<<<<

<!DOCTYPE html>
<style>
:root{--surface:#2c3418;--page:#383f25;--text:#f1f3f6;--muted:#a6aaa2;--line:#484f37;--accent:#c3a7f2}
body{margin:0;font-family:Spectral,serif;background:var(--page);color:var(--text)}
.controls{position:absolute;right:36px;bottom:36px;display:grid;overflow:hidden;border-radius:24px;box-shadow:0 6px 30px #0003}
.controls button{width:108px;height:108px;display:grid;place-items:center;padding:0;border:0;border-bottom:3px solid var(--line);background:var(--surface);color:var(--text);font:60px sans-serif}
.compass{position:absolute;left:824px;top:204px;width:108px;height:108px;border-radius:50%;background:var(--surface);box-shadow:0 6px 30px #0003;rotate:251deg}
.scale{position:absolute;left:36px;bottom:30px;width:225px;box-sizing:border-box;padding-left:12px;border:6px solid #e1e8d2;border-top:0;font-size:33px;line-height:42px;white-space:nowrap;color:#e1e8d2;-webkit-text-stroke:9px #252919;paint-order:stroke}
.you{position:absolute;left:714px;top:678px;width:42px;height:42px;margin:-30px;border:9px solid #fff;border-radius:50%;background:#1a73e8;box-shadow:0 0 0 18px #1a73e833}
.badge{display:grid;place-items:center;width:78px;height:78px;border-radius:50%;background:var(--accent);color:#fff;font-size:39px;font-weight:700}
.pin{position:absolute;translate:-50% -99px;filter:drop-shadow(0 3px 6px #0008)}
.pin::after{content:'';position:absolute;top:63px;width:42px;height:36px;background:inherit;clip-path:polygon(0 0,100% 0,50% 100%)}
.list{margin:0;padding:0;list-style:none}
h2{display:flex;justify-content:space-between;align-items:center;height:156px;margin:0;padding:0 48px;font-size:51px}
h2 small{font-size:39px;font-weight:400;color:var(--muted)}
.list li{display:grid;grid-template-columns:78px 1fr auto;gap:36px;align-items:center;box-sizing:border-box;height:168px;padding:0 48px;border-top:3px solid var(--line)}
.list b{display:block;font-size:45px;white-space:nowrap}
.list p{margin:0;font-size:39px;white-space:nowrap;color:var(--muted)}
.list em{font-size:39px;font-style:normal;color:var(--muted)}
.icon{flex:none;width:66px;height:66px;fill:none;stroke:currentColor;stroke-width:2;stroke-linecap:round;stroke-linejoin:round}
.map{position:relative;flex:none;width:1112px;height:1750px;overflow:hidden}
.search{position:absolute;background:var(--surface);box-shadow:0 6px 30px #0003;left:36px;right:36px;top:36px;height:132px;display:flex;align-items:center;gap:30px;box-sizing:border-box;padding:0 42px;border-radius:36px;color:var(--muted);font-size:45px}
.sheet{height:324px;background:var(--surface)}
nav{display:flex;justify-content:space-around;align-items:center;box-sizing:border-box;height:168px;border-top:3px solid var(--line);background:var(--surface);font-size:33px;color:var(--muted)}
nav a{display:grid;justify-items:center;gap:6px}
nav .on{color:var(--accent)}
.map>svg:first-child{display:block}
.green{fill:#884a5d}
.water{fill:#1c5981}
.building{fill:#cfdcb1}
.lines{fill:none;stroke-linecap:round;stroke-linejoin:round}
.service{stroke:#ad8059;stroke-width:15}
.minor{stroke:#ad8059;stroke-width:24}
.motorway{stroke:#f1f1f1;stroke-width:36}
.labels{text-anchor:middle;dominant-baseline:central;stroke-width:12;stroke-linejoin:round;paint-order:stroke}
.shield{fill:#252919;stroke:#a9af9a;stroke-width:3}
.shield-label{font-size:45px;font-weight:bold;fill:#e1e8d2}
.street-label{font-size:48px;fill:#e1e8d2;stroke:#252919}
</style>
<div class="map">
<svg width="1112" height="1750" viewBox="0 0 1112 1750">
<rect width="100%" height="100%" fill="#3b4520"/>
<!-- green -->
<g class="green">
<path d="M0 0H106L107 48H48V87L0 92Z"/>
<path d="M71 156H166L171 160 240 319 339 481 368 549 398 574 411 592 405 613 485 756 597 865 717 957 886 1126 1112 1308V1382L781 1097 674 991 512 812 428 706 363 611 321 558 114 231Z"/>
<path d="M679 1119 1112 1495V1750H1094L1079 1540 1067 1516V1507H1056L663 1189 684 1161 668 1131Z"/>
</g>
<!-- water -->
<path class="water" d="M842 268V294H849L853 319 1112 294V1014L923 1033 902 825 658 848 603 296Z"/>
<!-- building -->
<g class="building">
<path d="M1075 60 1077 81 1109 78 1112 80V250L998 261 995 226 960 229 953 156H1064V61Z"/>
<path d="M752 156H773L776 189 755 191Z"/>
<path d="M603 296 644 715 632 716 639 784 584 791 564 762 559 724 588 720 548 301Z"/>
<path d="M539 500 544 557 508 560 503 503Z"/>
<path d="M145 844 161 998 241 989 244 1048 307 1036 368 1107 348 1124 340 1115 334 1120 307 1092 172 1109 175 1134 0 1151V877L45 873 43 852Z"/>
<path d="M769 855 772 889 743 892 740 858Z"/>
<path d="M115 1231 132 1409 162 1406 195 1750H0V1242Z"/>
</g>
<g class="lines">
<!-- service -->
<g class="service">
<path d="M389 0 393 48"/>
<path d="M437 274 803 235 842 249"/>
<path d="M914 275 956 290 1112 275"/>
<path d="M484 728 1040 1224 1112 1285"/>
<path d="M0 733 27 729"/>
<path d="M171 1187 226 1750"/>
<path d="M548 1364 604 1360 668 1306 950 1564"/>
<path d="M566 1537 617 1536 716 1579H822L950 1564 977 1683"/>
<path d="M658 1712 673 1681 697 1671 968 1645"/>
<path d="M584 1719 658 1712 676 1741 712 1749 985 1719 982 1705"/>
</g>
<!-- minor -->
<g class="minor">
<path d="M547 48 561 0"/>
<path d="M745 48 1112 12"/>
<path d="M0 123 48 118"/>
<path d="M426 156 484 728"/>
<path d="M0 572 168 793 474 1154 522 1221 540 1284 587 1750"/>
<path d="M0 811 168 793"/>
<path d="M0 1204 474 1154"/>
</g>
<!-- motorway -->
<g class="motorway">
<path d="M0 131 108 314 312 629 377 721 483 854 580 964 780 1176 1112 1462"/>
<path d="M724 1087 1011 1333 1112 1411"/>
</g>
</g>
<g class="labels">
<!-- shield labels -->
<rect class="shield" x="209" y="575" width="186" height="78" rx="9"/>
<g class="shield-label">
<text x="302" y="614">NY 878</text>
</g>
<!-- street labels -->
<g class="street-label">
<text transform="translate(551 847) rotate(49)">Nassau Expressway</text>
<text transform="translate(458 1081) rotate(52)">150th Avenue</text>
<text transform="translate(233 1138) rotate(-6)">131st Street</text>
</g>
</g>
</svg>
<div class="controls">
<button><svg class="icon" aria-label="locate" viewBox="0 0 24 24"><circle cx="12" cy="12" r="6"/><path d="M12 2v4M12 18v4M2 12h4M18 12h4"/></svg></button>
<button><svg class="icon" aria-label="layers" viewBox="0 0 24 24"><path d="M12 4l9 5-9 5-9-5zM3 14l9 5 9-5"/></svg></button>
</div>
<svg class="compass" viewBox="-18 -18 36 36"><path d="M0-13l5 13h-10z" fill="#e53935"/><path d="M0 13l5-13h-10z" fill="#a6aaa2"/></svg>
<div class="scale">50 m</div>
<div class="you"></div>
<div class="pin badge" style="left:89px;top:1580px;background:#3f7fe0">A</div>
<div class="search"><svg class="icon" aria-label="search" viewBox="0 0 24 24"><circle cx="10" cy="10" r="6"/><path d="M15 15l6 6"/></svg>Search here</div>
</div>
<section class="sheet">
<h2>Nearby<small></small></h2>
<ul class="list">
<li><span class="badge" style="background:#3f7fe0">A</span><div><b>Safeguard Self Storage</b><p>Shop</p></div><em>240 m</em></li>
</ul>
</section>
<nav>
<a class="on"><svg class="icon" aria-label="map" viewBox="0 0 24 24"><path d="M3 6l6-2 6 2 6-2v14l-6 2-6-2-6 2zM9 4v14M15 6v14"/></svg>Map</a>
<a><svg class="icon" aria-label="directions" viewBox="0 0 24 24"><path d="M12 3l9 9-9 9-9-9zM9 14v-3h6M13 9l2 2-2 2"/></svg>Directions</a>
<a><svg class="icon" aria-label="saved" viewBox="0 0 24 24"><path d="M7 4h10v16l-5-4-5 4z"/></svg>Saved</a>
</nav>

>>>>

Would you tally the lines above that include "nowrap" and reply with only the total?

3